Excerpted data START

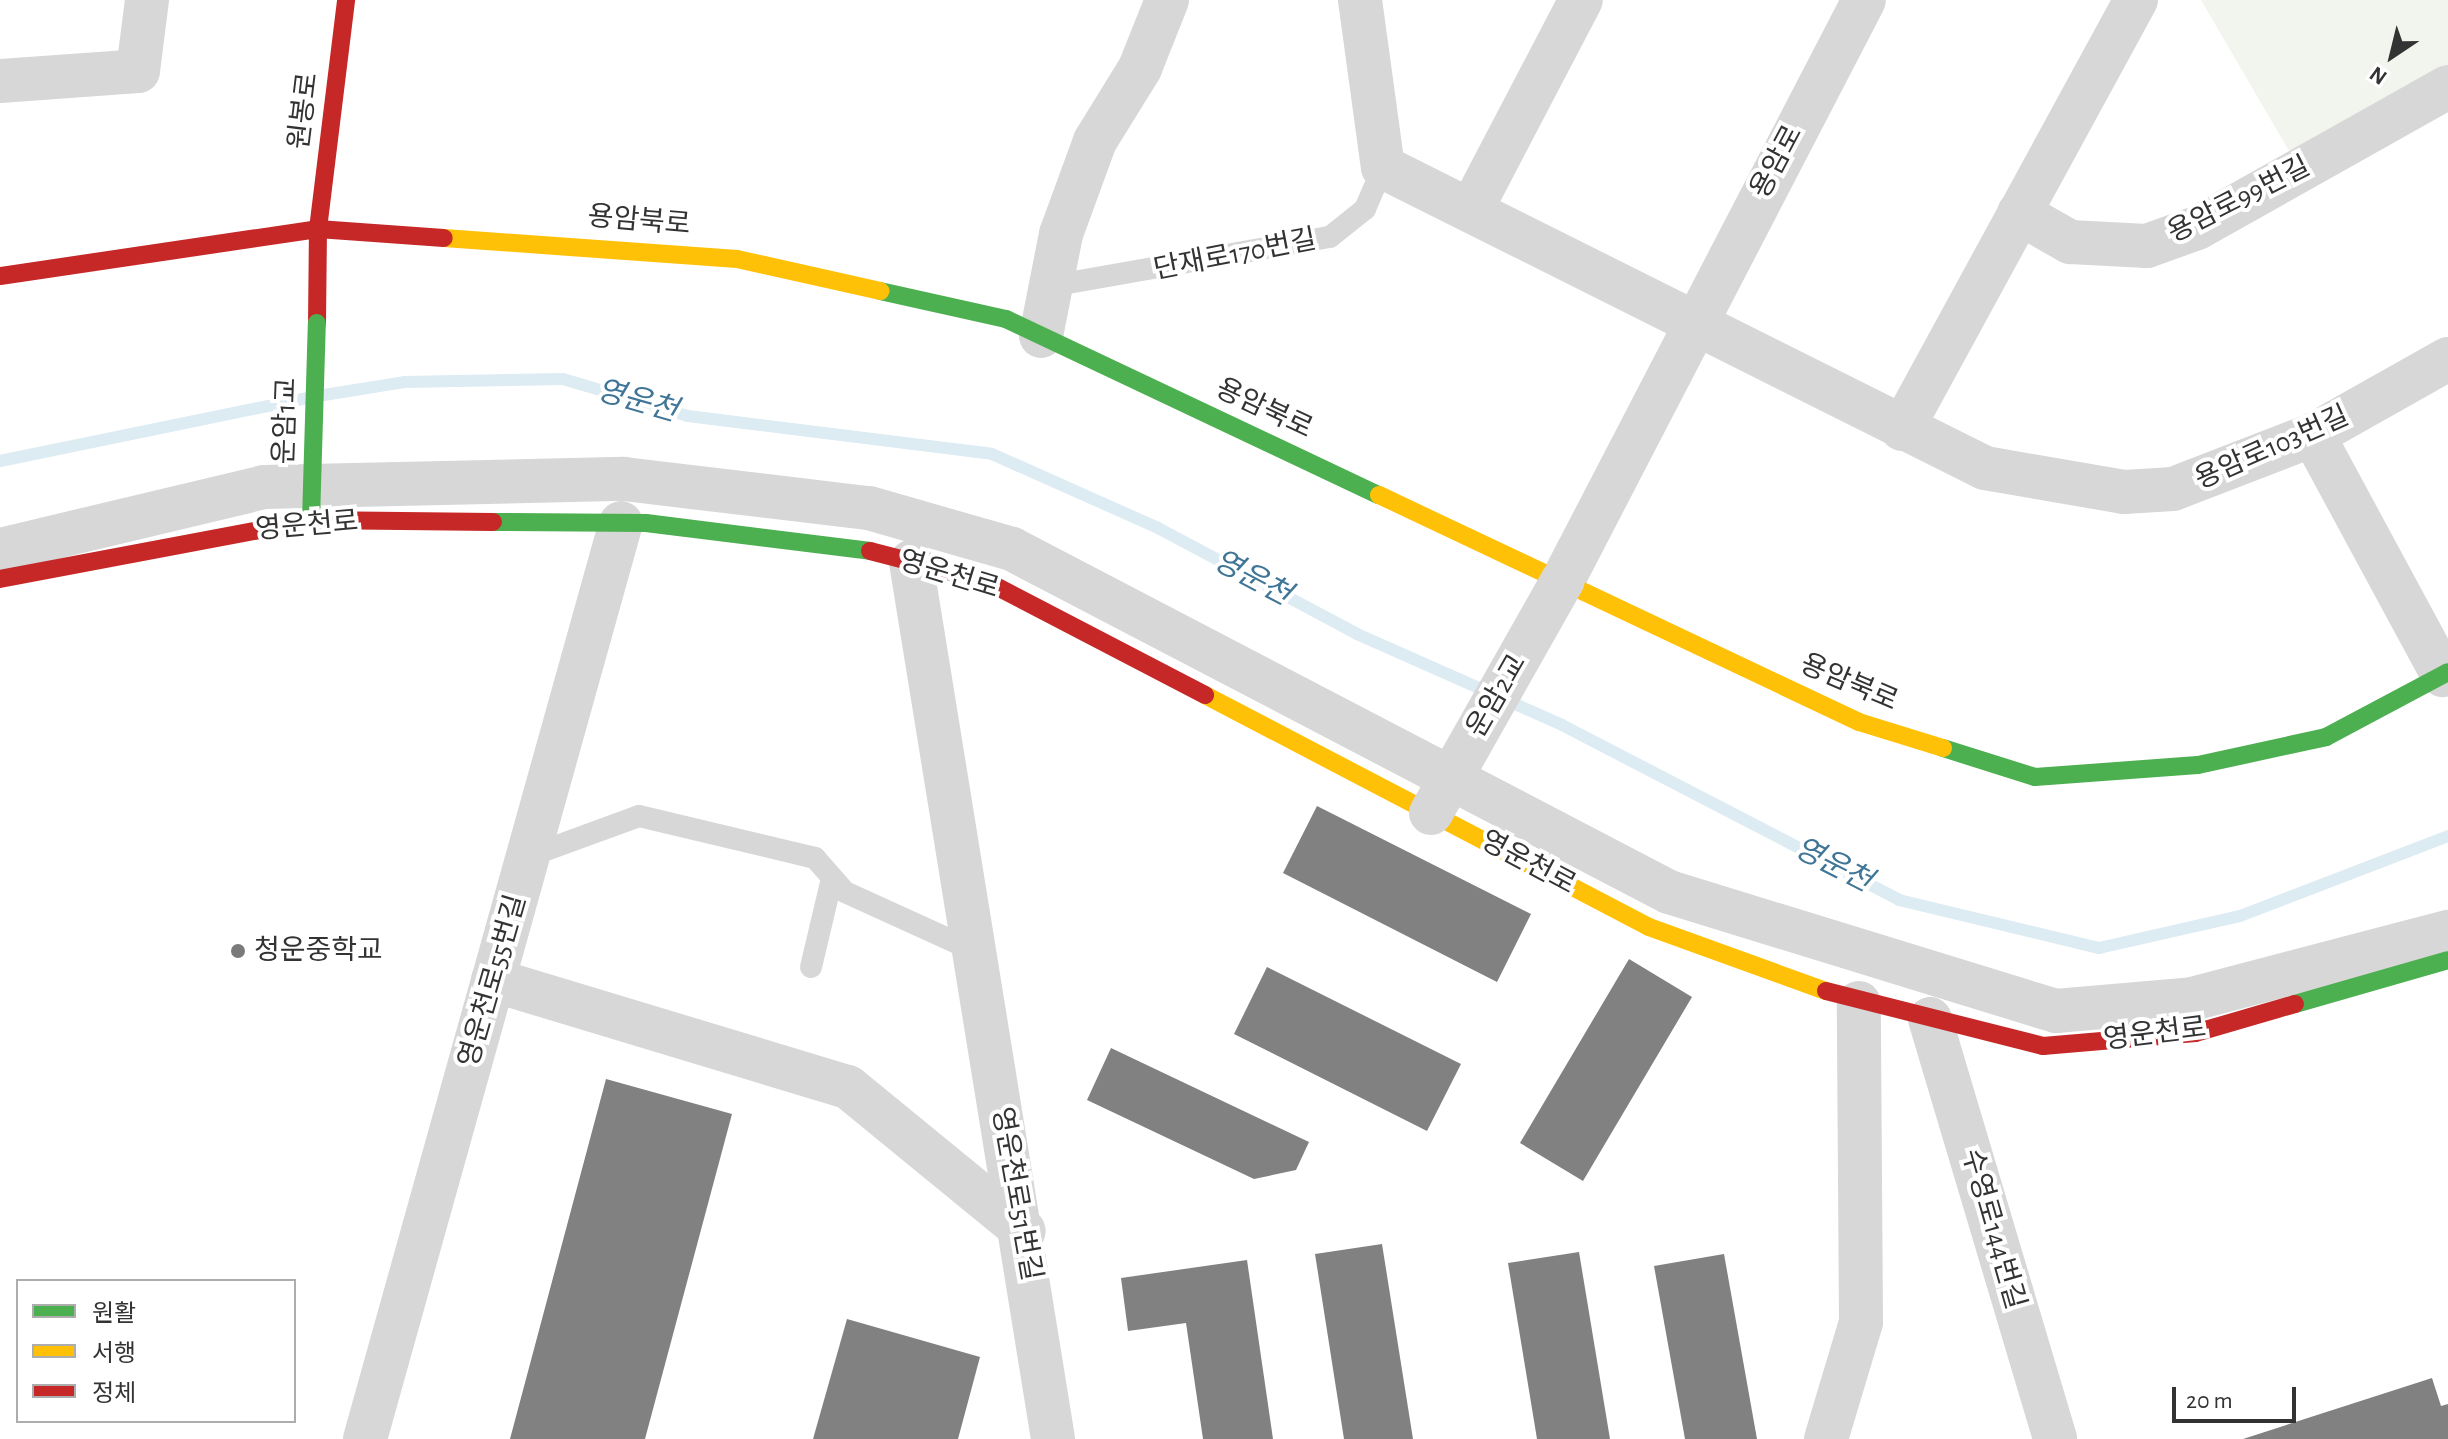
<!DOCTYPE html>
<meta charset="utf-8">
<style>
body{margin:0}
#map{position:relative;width:2448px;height:1439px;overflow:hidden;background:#fff;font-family:"Alegreya Sans","Noto Sans KR",sans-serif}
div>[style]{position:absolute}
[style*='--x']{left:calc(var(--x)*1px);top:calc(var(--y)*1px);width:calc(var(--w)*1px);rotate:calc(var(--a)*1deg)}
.green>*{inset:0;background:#f1f5ed}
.stream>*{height:12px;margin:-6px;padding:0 6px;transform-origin:6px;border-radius:6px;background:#ddebf3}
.building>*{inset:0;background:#818181}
.lane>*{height:22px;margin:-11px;padding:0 11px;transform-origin:11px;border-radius:11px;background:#d7d7d7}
.street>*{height:44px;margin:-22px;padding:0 22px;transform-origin:22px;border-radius:22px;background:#d7d7d7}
.fast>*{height:18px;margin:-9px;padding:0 9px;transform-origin:9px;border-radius:9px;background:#4caf50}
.slow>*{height:18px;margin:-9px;padding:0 9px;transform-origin:9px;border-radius:9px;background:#ffc107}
.jam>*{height:18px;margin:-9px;padding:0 9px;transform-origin:9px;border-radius:9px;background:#c62828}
.street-bridge>*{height:44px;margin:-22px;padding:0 22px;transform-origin:22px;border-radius:22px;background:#d7d7d7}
.fast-bridge>*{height:18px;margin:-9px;padding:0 9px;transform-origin:9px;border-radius:9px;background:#4caf50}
.dots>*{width:22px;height:22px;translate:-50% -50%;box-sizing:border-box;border:4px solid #fff;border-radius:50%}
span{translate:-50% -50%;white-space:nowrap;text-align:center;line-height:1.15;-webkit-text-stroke:8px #fff;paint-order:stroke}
.street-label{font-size:28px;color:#333}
.poi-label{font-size:28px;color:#333}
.left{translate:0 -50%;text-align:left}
.water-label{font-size:30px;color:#3f7597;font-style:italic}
.legend{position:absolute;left:16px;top:1279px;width:280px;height:144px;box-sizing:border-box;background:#fff;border:2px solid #adadad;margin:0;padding:10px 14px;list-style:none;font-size:24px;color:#333}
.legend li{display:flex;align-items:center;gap:16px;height:40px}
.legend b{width:40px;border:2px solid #adadad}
.north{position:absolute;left:2352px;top:16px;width:80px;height:80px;-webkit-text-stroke:6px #fff;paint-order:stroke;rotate:215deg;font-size:22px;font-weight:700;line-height:32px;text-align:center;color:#333}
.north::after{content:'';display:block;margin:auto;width:28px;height:36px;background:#333;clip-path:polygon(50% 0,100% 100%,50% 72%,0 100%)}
.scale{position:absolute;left:2172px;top:1387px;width:124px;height:36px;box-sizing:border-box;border:4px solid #333;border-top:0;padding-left:10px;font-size:24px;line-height:28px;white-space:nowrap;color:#333;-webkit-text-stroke:6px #fff;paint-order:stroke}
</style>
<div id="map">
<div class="green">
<i style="clip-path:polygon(2201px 0,2448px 0,2448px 71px,2292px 156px)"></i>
</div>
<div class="stream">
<i style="--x:324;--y:395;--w:81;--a:-9.2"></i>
<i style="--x:404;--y:382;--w:159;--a:-1.1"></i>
<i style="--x:563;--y:379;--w:130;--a:16.5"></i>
<i style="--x:688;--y:416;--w:306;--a:7.1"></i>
<i style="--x:992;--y:454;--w:182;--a:24"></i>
<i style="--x:1158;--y:528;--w:225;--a:28"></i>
<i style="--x:1357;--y:634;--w:224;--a:23.9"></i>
<i style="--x:1562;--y:725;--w:380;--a:27.4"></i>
<i style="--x:1899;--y:900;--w:206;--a:13.5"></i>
<i style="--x:2099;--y:948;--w:145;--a:-12.8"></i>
<i style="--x:2240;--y:916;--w:223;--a:-21"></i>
<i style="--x:0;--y:461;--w:312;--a:-11.6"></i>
</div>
<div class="building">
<i style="clip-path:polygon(1317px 806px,1531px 914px,1497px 982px,1283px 873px)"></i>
<i style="clip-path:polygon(1629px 959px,1692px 997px,1583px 1181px,1520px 1143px)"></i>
<i style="clip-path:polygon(1267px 967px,1461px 1064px,1427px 1131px,1234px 1034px)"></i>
<i style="clip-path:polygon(1111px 1048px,1309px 1142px,1296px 1170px,1254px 1179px,1087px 1100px)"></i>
<i style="clip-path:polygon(606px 1079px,732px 1114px,645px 1439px,510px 1439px)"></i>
<i style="clip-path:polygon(1382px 1244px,1413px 1439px,1344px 1439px,1315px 1254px)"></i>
<i style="clip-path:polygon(1579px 1252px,1610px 1439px,1537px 1439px,1508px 1263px)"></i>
<i style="clip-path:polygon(1724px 1254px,1757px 1439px,1685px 1439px,1654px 1266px)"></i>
<i style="clip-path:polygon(1247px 1260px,1273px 1439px,1203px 1439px,1186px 1323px,1128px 1331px,1121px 1278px)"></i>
<i style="clip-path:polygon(847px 1319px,980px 1357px,958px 1439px,813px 1439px)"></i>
<i style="clip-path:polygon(2432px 1378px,2441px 1406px,2448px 1404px,2448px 1439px,2243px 1439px)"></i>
</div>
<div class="lane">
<i style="--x:1051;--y:286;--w:283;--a:-10"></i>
<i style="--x:1330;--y:237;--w:45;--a:-38.7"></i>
<i style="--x:1365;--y:209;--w:46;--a:-66.8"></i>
<i style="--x:527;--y:857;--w:119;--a:-20.1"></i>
<i style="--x:639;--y:816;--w:181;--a:13.4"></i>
<i style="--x:815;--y:858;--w:45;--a:48.6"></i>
<i style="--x:845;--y:892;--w:140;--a:24.5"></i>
<i style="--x:811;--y:967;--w:91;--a:-76.7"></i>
</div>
<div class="street">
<i style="--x:1360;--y:0;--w:169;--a:82.2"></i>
<i style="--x:1383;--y:167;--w:673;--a:26.57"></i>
<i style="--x:1985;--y:468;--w:141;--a:9.8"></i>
<i style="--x:2124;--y:492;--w:49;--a:-3.5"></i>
<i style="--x:2173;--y:489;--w:150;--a:-21.1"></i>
<i style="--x:2313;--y:435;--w:155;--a:-29.4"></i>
<i style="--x:0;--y:81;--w:138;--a:-4.1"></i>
<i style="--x:138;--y:71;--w:72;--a:-82.8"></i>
<i style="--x:1471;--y:210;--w:237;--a:-62.4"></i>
<i style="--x:2019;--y:213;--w:59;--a:29.6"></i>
<i style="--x:2070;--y:242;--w:77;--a:3"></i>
<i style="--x:2147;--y:246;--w:53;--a:-19.8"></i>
<i style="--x:2197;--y:228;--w:288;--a:-29.3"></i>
<i style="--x:1041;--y:336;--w:104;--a:-78.9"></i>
<i style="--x:1061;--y:234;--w:99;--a:-69.9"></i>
<i style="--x:1095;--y:141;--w:86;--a:-58.3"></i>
<i style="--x:1140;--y:68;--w:73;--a:-68.3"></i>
<i style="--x:1902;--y:429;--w:489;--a:-61.4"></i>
<i style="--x:2313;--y:435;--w:273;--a:61.6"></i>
<i style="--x:0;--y:550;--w:271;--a:-13.4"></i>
<i style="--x:264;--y:487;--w:360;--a:-1.3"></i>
<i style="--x:624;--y:479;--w:247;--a:6.8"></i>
<i style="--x:869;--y:508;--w:149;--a:16"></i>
<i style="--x:1012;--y:549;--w:741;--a:27.57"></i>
<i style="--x:1669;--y:892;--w:405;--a:17.1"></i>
<i style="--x:2056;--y:1011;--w:137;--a:-5"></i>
<i style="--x:2192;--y:999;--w:265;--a:-14.7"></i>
<i style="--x:911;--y:562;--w:888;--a:80.8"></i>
<i style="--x:1563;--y:580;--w:653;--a:-62.57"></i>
<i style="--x:493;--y:980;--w:371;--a:16.8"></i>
<i style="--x:848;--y:1087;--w:227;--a:39.3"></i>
<i style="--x:1930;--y:1019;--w:438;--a:73.4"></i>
<i style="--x:365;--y:1439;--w:951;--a:-74.39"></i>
<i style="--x:1826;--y:1439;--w:122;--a:-73.3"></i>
<i style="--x:1861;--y:1322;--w:319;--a:-90.4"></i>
</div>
<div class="fast">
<i style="--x:880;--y:291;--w:129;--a:12.5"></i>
<i style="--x:1006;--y:319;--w:412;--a:25.3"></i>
<i style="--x:493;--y:522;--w:153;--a:0.4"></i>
<i style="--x:646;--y:523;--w:226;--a:7.1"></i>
<i style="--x:1943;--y:748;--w:96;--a:17.5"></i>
<i style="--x:2035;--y:777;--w:163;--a:-4.2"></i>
<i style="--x:2198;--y:765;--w:131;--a:-12.3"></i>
<i style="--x:2326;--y:737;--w:138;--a:-28"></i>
<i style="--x:2295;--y:1004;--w:159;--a:-16"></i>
</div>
<div class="slow">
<i style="--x:444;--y:238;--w:294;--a:4.1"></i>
<i style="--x:737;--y:259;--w:147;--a:12.6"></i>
<i style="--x:1379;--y:495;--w:531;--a:25.31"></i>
<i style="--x:1859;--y:722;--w:88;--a:17.2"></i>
<i style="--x:1205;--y:695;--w:501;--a:27.59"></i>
<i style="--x:1649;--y:927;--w:188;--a:19.9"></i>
</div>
<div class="jam">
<i style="--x:0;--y:276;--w:321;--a:-8.4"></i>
<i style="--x:318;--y:229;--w:126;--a:4.1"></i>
<i style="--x:317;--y:323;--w:94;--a:-89.4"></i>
<i style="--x:318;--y:229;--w:231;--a:-83"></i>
<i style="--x:870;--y:551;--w:120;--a:14.5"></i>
<i style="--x:986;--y:581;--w:247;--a:27.5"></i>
<i style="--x:0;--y:579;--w:317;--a:-10.7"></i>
<i style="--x:311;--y:520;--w:182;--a:0.6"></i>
<i style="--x:1826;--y:991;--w:224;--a:14.2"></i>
<i style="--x:2043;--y:1046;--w:153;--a:-4.9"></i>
<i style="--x:2195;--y:1033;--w:104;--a:-16.2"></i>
</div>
<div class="street-bridge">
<i style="--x:1431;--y:813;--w:268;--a:-60.5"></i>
</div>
<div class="fast-bridge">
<i style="--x:311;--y:520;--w:197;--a:-88.3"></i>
</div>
<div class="dots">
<i style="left:238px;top:951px;background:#7a7a7a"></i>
</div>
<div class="street-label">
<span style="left:304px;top:111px;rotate:-83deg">원봉로</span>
<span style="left:1777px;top:162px;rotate:-62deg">용암로</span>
<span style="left:2239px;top:200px;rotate:-27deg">용암로99번길</span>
<span style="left:639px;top:221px;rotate:5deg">용암북로</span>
<span style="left:1235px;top:255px;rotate:-11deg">단재로170번길</span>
<span style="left:1264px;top:409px;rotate:25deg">용암북로</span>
<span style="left:286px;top:421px;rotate:-88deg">운암1교</span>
<span style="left:2272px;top:448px;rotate:-24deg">용암로103번길</span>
<span style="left:307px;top:526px;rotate:-5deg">영운천로</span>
<span style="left:949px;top:575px;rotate:17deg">영운천로</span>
<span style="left:1849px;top:683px;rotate:23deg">용암북로</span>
<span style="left:1497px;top:696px;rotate:-60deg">운암2교</span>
<span style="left:1528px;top:863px;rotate:28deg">영운천로</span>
<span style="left:493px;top:981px;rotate:-74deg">영운천로55번길</span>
<span style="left:2155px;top:1034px;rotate:-7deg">영운천로</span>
<span style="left:1016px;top:1194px;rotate:80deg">영운천로51번길</span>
<span style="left:1993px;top:1229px;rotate:74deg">수영로144번길</span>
</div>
<div class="poi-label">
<span class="left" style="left:254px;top:951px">청운중학교</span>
</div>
<div class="water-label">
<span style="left:637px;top:401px;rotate:16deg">영운천</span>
<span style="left:1252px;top:578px;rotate:28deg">영운천</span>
<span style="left:1833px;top:865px;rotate:27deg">영운천</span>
</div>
<ul class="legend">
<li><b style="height:10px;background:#4caf50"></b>원활</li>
<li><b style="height:10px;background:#ffc107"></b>서행</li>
<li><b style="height:10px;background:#c62828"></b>정체</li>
</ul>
<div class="north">N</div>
<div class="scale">20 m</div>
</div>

Excerpted data END

■ **The problem**
Across the entries above, find the lines with the string "stream" and copy them.

■ **Expected answer**
.stream>*{height:12px;margin:-6px;padding:0 6px;transform-origin:6px;border-radius:6px;background:#ddebf3}
<div class="stream">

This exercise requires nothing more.